Screening and Evaluation
Your child’s school has a screening process in place that identifies students who may need special education. This process may or may not lead to an initial evaluation for special education and should include:
- A review of the student’s records, including attendance and report cards
- A review of the student’s vision and hearing
- Assessments at reasonable intervals to determine a student’s performance based on grade- appropriate standards in core academic subjects
- A systematic observation of the student’s behavior in the classroom or area in which the student is displaying difficulty
You may request an initial evaluation at any time, without going through these screening activities.
- What the Evaluation Will Tell You
- Independent Educational Evaluations (IEE)
- Allowing for Differences in English Language Skills and Ethnic Background
The evaluation team gathers the information that will be used to determine if your child needs special education and, if so, the types of programs and services needed. Your child may be evaluated by a school psychologist. Other evaluations may include tests by a hearing specialist for a child with a hearing problem, or an evaluation from a doctor for a child with a health concern. The evaluation must also include input from a certified professional if certain services, called “related services,” may be needed. An example is speech therapy (for speech and language) or occupational therapy (for fine motor and other skills).
A child may be referred for the first (or initial) evaluation in different ways:
You may ask your school to evaluate your child for special education at any time. This can be done by sending a letter to the principal of your child’s school or by asking a school professional employee. It is recommended that you keep a record of your written or verbal request. A Permission to Evaluate– Evaluation Request form should be sent to you within 10 calendar days after the receipt of your request.
The school may contact you to request permission to have your child evaluated. You must consent in writing to your child’s evaluation. School officials cannot proceed without your written permission. If permission is not received and the school continues to find that an evaluation is necessary, they may ask for a due process hearing to get approval from an impartial hearing officer to evaluate your child.

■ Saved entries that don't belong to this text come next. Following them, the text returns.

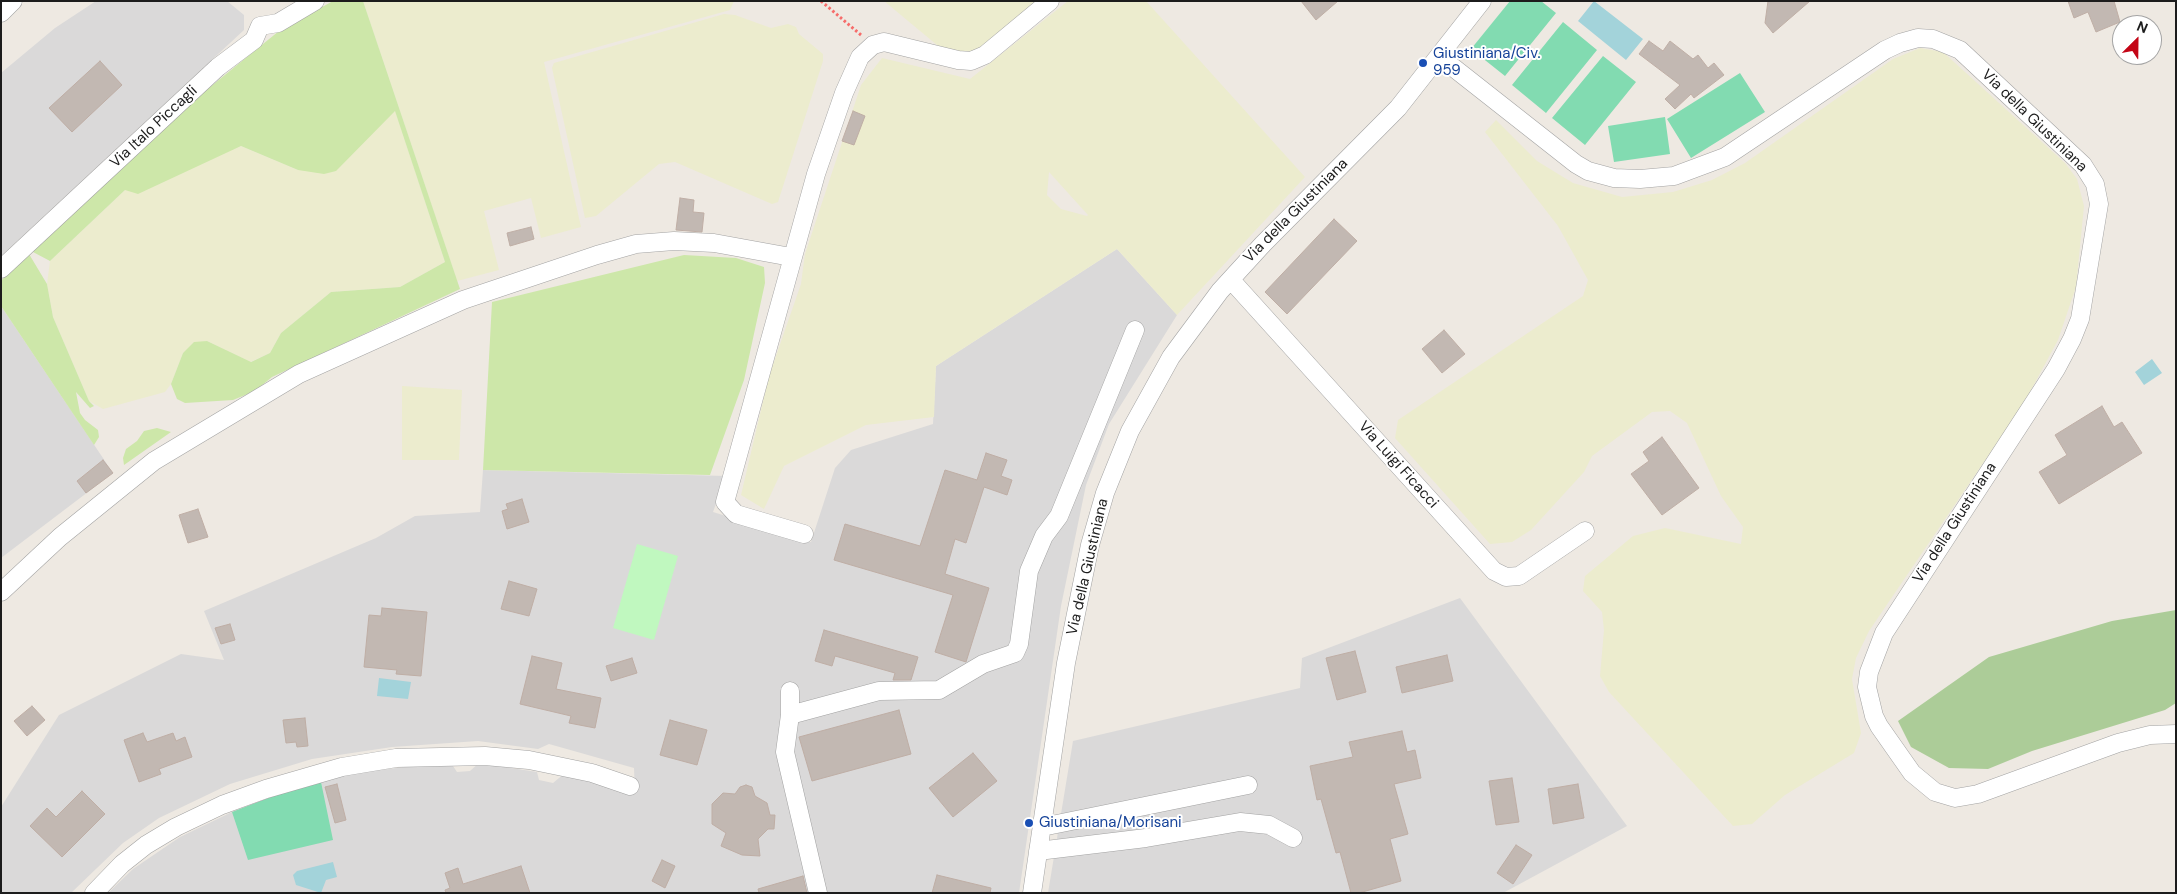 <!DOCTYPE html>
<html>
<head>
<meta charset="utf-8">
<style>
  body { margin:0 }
  #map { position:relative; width:2177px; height:894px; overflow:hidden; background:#eee9e2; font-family:"DM Sans",sans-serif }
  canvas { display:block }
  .frame { position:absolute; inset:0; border:2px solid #1c1c1c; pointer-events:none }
  .north { position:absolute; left:2112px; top:15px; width:50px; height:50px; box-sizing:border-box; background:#fff; border:1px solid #a4a4a4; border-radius:50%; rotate:23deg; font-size:14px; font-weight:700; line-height:20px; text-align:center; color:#1c1c1c }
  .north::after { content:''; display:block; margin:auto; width:18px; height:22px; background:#c40516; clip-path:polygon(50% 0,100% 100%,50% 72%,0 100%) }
</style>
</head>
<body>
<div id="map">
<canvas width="2177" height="894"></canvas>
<div class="frame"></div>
<div class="north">N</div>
</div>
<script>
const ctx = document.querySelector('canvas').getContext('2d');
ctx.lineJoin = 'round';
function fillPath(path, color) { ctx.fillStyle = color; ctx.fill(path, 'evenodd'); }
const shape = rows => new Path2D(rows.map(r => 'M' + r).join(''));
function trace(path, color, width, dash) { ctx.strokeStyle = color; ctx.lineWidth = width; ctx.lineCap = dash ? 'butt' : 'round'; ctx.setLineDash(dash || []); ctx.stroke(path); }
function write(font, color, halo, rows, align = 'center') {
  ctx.font = font + ' "DM Sans",sans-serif'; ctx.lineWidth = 4; ctx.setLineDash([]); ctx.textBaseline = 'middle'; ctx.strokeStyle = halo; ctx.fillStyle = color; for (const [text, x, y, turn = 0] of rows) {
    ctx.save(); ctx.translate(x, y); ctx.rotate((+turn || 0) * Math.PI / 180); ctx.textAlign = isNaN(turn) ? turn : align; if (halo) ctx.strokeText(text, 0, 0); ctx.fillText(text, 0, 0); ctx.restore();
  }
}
fillPath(shape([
  [96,1,227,1,244,15,244,30,1,256,1,73,55,28],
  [1117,249,1177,315,1109,424,1086,485,1061,606,1019,893,108,893,133,869,180,837,232,812,289,790,352,773,413,766,453,766,457,772,470,771,479,763,537,772,539,780,553,783,565,773,635,794,634,768,549,744,538,749,478,741,392,747,312,759,230,784,159,818,123,843,71,893,1,893,1,807,59,715,181,654,224,660,204,611,376,538,415,516,480,512,483,470,726,476,713,512,811,542,835,468,851,450,933,424,936,366],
  [1,306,113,473,1,558],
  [1460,598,1627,826,1503,893,1048,893,1073,741,1300,688,1302,658]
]), '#dad9d9');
fillPath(shape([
  [363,1,734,1,730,10,544,62,581,227,541,238,531,198,484,211,499,270,457,281],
  [884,1,1043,1,1005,37,971,54,949,55],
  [1068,1,1146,1,1305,177,1177,315,1117,249,936,366,934,417,866,425,784,466,764,509,741,495,769,376,801,284,805,254,861,85,882,58,970,79],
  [1049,172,1088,215,1087,216,1061,209,1047,195],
  [724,14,735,15,771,28,788,24,796,27,799,34,823,54,823,61,778,202,772,204,675,162,659,164,596,216,585,218,552,68,554,63],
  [1920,48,1943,52,2065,163,2077,179,2084,206,2076,287,2058,340,2024,403,1869,631,1856,658,1852,679,1861,733,1854,753,1785,795,1752,824,1733,826,1609,692,1600,676,1604,630,1602,612,1583,591,1585,576,1633,536,1665,528,1741,544,1743,527,1721,496,1687,423,1670,411,1652,412,1592,456,1584,472,1531,530,1512,542,1490,544,1395,438,1398,420,1583,296,1588,280,1558,226,1485,132,1496,120,1537,161,1573,183,1622,197,1673,192,1712,180,1745,163,1893,59],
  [395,110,445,262,400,287,331,292,281,333,270,353,250,362,207,341,183,353,171,384,165,392,103,409,89,401,53,317,47,284,50,261,126,189,241,146,298,170,384,119],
  [402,386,462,390,459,460,402,460]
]), '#ececce');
fillPath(shape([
  [333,1,363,1,460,289,272,377,255,391,233,400,185,403,177,399,171,384,183,353,194,342,207,341,251,362,270,353,281,333,331,292,400,287,445,262,395,111,336,171,324,174,298,170,241,146,138,194,125,190,50,261,33,252,38,244,199,96,279,31],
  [29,254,47,284,53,317,89,401,94,406,90,408,76,392,80,413,85,420,98,430,99,437,94,445,1,306,1,281,24,256],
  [684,255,736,258,764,267,765,283,744,380,710,475,483,470,492,302],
  [157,428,171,432,124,465,123,458,126,449,137,441,144,431]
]), '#cde7a9');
fillPath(shape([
  [2176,610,2176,703,2165,710,2032,751,1988,769,1949,768,1911,747,1898,721,1989,657,2112,621]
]), '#accc98');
fillPath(shape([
  [637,544,678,556,654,640,613,628]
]), '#c0f8bf');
fillPath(shape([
  [1510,1,1541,1,1556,13,1505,76,1471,49],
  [1563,22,1597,50,1546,113,1512,85],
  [1603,56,1636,82,1585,145,1552,118],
  [1740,73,1765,112,1691,158,1667,119],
  [1665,117,1670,154,1614,162,1608,126],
  [321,782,333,840,248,860,232,812,289,790]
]), '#82dbb1');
fillPath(shape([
  [1594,1,1643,39,1626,60,1578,21],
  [2152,359,2162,373,2144,385,2135,372],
  [379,678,411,682,408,699,377,696],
  [333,862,337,877,326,880,321,893,296,885,293,875,297,871]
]), '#a3d3da');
const building = shape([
  [1301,1,1338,1,1316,20,1301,1],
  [1768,1,1810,1,1773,33,1765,23,1768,1],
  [2068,1,2114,1,2120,22,2096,32,2088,12,2074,18,2068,1],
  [1649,41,1663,51,1670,41,1693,59,1698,55,1708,68,1714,63,1724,75,1694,98,1691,94,1675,109,1665,99,1680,85,1639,54,1649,41],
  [100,61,122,85,72,132,49,108,100,61],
  [853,111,865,116,854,145,842,141,853,111],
  [680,198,694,200,693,212,704,213,702,232,676,230,680,198],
  [1334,219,1357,241,1287,314,1265,292,1334,219],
  [531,227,534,239,510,246,507,233,531,227],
  [1444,330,1465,354,1442,373,1422,349,1444,330],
  [2102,406,2114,427,2122,422,2142,453,2059,504,2039,472,2067,455,2055,435,2102,406],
  [1662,437,1699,488,1662,515,1631,474,1649,461,1643,452,1662,437],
  [986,453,1007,460,1001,476,1012,480,1007,495,984,487,966,543,955,539,945,574,989,588,966,662,935,652,953,595,834,560,845,524,920,546,945,470,977,480,986,453],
  [103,460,113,473,86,493,77,481,103,460],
  [522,499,529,522,507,529,502,511,508,509,506,504,522,499],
  [198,509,208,537,188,543,179,515,198,509],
  [509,581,537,589,529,616,501,609,509,581],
  [382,608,427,612,421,676,396,674,397,670,364,667,369,615,381,616,382,608],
  [230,624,235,640,221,644,215,628,230,624],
  [824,630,918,657,911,680,893,680,895,673,835,656,832,666,815,661,824,630],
  [1355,651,1366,692,1337,700,1326,658,1355,651],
  [1447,655,1453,681,1402,693,1396,667,1447,655],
  [532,656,562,663,556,689,601,698,595,728,569,723,571,716,520,704,532,656],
  [632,658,637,673,611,681,606,666,632,658],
  [32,706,45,720,27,736,14,721,32,706],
  [899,710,911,754,812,781,799,737,899,710],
  [305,718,308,746,297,747,296,742,286,743,283,720,305,718],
  [670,720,707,730,697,765,660,755,670,720],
  [1402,731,1407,752,1415,750,1421,778,1394,784,1408,834,1390,839,1401,881,1359,893,1351,893,1340,852,1336,853,1321,799,1317,800,1310,766,1353,757,1349,742,1402,731],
  [143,733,147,742,173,733,176,741,185,737,192,757,159,769,161,774,139,782,124,740,143,733],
  [973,753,997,781,953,817,929,788,973,753],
  [1512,778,1519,822,1496,825,1489,781,1512,778],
  [337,784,346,820,335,823,325,787,337,784],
  [1578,784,1584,818,1553,824,1548,789,1578,784],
  [746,785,752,787,755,796,767,803,770,815,775,815,774,829,768,829,758,839,760,856,742,855,721,846,726,833,712,824,712,804,723,793,735,794,740,787,746,785],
  [82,791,105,814,62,857,30,826,47,808,56,817,82,791],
  [1516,845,1532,855,1513,884,1497,873,1516,845],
  [662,860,675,866,665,888,652,881,662,860],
  [521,866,530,893,446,893,445,890,450,888,445,873,458,868,463,884,521,866],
  [937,875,991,888,990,893,932,893,937,875],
  [803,876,807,893,759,893,758,889,803,876]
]);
fillPath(building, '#c2b8b2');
trace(building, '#bfaea5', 1);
const minor = shape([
  [1,13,13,1],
  [1440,57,1576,164,1588,171,1614,178,1640,179,1674,176,1725,157,1885,50,1900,43,1918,38,1933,39,1960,50,2083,165,2095,184,2099,204,2080,319,2072,339,2056,369,1884,633,1869,672,1867,687,1874,716,1879,726,1912,773,1935,792,1955,798,1978,794,2118,743,2150,735,2176,734],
  [1,269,218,67,254,40,260,26,278,23,315,1],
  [1231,280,1494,571,1506,577,1519,576,1585,531],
  [804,534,736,514,725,502,816,174,844,93,860,57,873,45,884,42,958,60,971,61,985,55,1050,1],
  [1,592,60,537,154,461,299,374,463,300,597,255,636,244,674,241,714,243,791,257],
  [790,691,790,715],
  [1042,827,1248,785],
  [1038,851,1146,838,1240,822,1269,825,1293,838],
  [94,893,122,864,146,845,176,827,222,805,266,789,342,767,396,758,485,756,529,760,592,773,630,786],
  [818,893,785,752,790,715,879,691,939,690,983,664,1015,653,1019,644,1029,571,1044,536,1059,516,1135,330],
  [1032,893,1066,663,1090,545,1105,493,1130,431,1171,357,1220,291,1263,244,1398,108,1482,1]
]);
trace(minor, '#a3a3a3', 19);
trace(shape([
  [821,1,861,35]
]), '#f66d6b', 3, [2.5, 2.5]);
trace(minor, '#fff', 18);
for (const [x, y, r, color] of [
  [1423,63,5,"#1a4fb4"],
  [1029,823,5,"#1a4fb4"]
]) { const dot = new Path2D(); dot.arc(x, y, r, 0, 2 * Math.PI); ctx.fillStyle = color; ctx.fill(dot); trace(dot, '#fff', 2); }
write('15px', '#164399', '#fff', [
  ["Giustiniana/Civ.",1433,54],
  ["959",1433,71],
  ["Giustiniana/Morisani",1039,823]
], 'left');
write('15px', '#1c1c1c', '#fff', [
  ["Via della Giustiniana",2034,121,44],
  ["Via Italo Piccagli",154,127,-43],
  ["Via della Giustiniana",1296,211,-45],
  ["Via Luigi Ficacci",1398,465,48],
  ["Via della Giustiniana",1955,523,-57],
  ["Via della Giustiniana",1088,567,-77]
]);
</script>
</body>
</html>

To give permission for the evaluation process to begin, you must sign the Permission to Evaluate-Consent form given to you by your local educational agency (LEA). The entire evaluation process must be completed within 60 calendar days (not including summer vacation) from the date your permission is received by the LEA. If your child is eligible for special education, the ER and a summary must be given to you at least 10 school days before a meeting is held to discuss your child’s Individualized Education Program (IEP). A parent may not feel the 10 days are necessary and must put in writing to the school that the meeting may be held sooner than 10 days. Either way, you will be invited to the meeting.
The types of tests used in the evaluation process depend upon the educational needs of your child. In most cases, your child may be given several tests to help find strengths and needs. Someone other than your child’s general classroom teacher may also observe your child in class. Part of the evaluation includes gathering input from parents about their child. Information that you share about your child is very important and must also be included in the evaluation.
The evaluation will include information about your child’s skills, strengths, and needs. All evaluations and 3 reevaluations (which are evaluations done at 2- or 3-year intervals after the initial evaluation) must include a review of the testing and assessments that were conducted, information from the parents, classroom observations, and the observations of teachers and related service personnel.
The evaluation or reevaluation must also tell you what additions or changes are needed to help your child meet the goals in your child’s educational program described in your child’s Individualized Education Program (IEP), and to take part in and progress in the general curriculum (the skills and knowledge taught in a specific LEA).
An evaluation team reviews all materials and write an Evaluation Report (ER) that states if your child has a disability AND if your child needs special education. It makes recommendations about the types of services your child needs. The ER may state that your child is not eligible and does not need special education services. You will receive a copy of the ER and a written notice stating that you have the right to disagree and may request an independent educational evaluation (IEE) or request a due process hearing. A copy of the ER and a summary of the findings must be given to you. If your child is being evaluated for a specific learning disability, parents (as members of the evaluation group) will be given an opportunity to agree or disagree with the results of the ER. Next to your name, you will indicate whether or not you agree with the report. If you do not agree, you may give the team your opinion in writing, on the parts of the report where you disagree. This is sometimes called a “dissenting opinion,” which will become part of the final ER. A copy of the final ER must be given to the parents.
You may also get evaluation reports from professionals outside the school system and send them to your child’s school. Examples of these professionals may include a psychologist or therapist. The LEA can provide you with information about where an independent evaluation can be obtained. The results of these outside evaluations will be considered in determining if your child has a disability and needs special education. If you wish for the LEA to pay for an outside or independent educational evaluation, you first must disagree with the evaluation conducted by the LEA. The LEA then must initiate a special education due process hearing to show that its evaluation is appropriate. The district will NOT compensate parents/guardians for IEEs conducted by families.
Evaluations and reevaluations must take into account the child’s English language skills and ethnic background so that the testing and evaluation will be fair for children of different races and cultures. Tests must be given in the language or form that is most likely to give accurate information, unless it is clearly not feasible to do so. Evaluations must also take into account the child’s disability to be sure the results are reliable. For example, a child with a severe visual impairment should not be given a written test with small print.